REQUIRED ACTION: Restate the listing below word for word, omitting any images.
──────────────────────────────
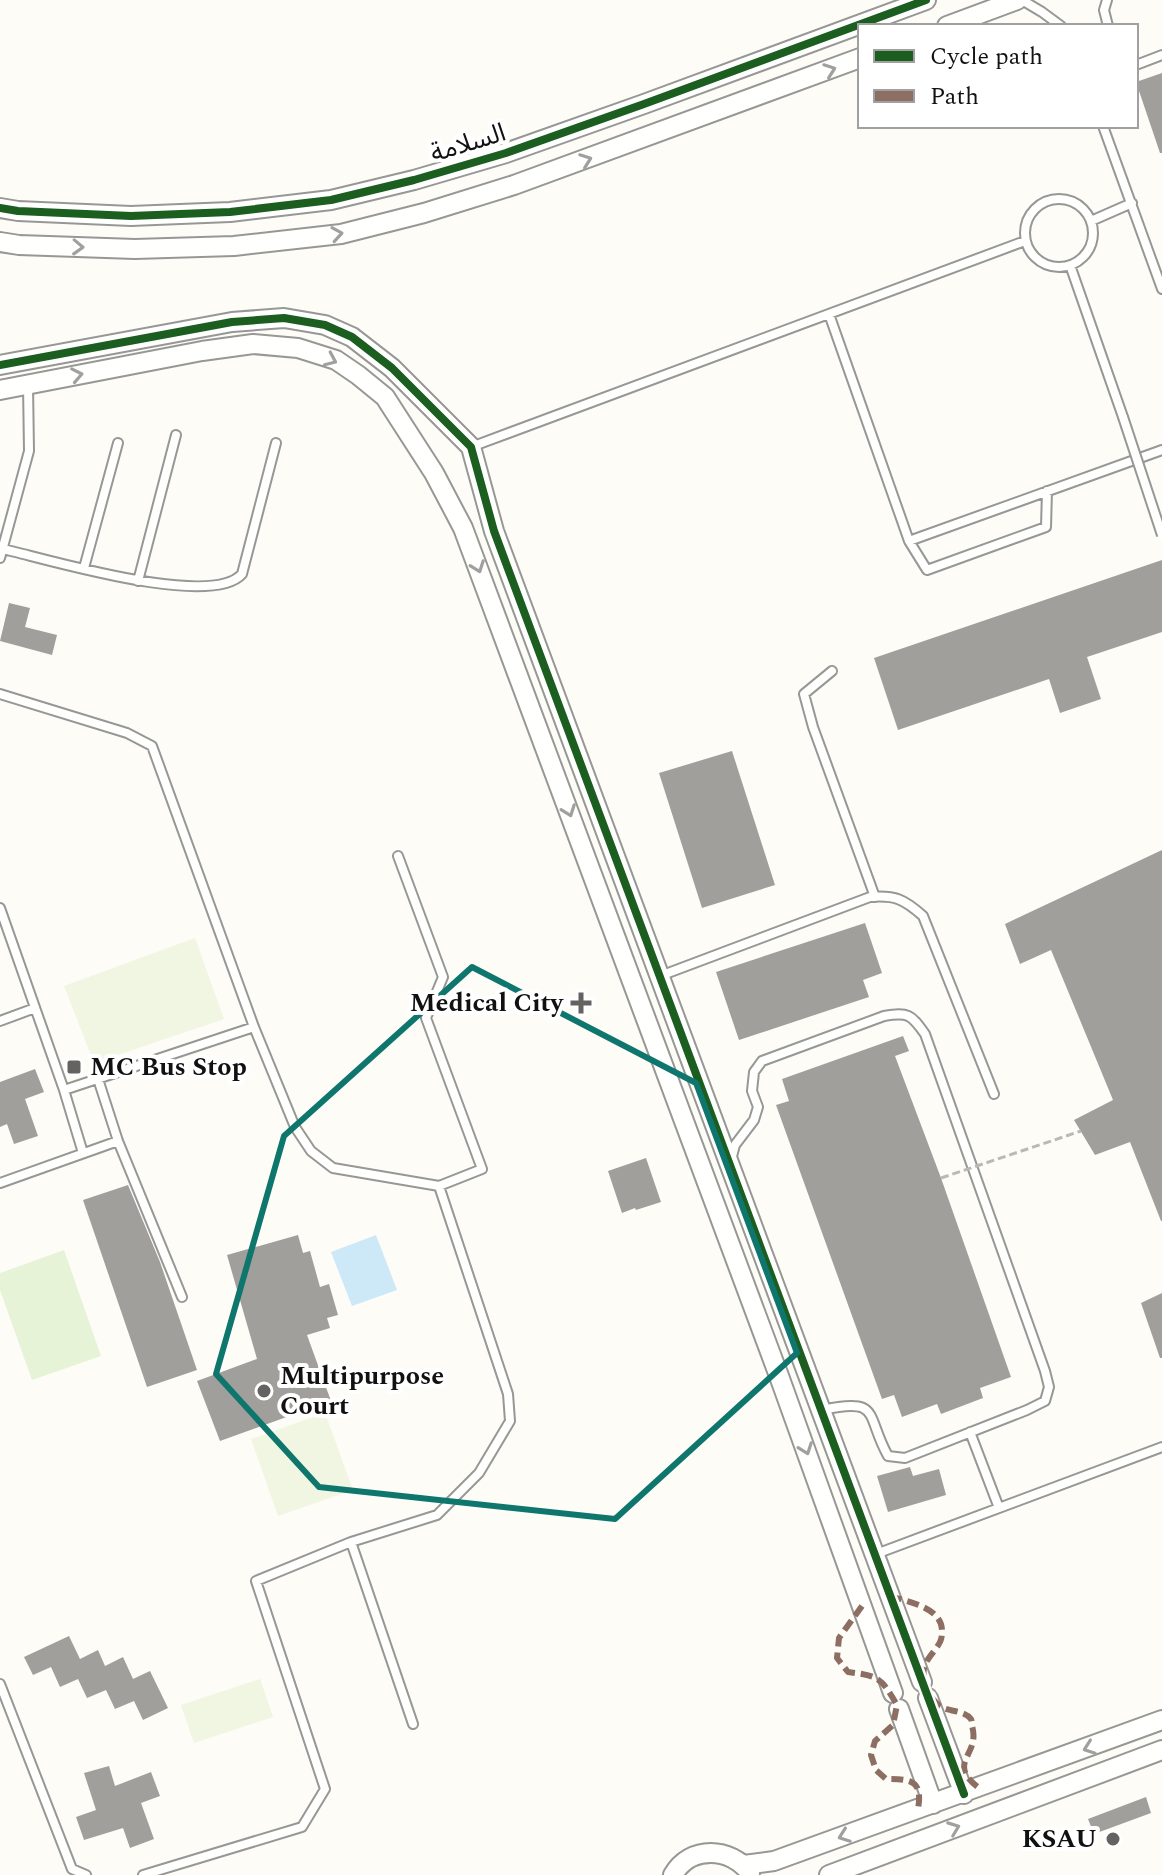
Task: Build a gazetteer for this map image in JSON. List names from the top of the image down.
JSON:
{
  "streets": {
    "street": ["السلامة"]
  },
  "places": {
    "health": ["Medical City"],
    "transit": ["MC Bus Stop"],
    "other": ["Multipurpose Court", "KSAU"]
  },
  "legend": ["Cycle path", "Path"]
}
──────────────────────────────
SOLUTION FOR THIS PROBLEM:
Task: Build a gazetteer for this map image in JSON. List names from the top of the image down.
JSON:
{
  "streets": {
    "street": ["السلامة"]
  },
  "places": {
    "health": ["Medical City"],
    "transit": ["MC Bus Stop"],
    "other": ["Multipurpose Court", "KSAU"]
  },
  "legend": ["Cycle path", "Path"]
}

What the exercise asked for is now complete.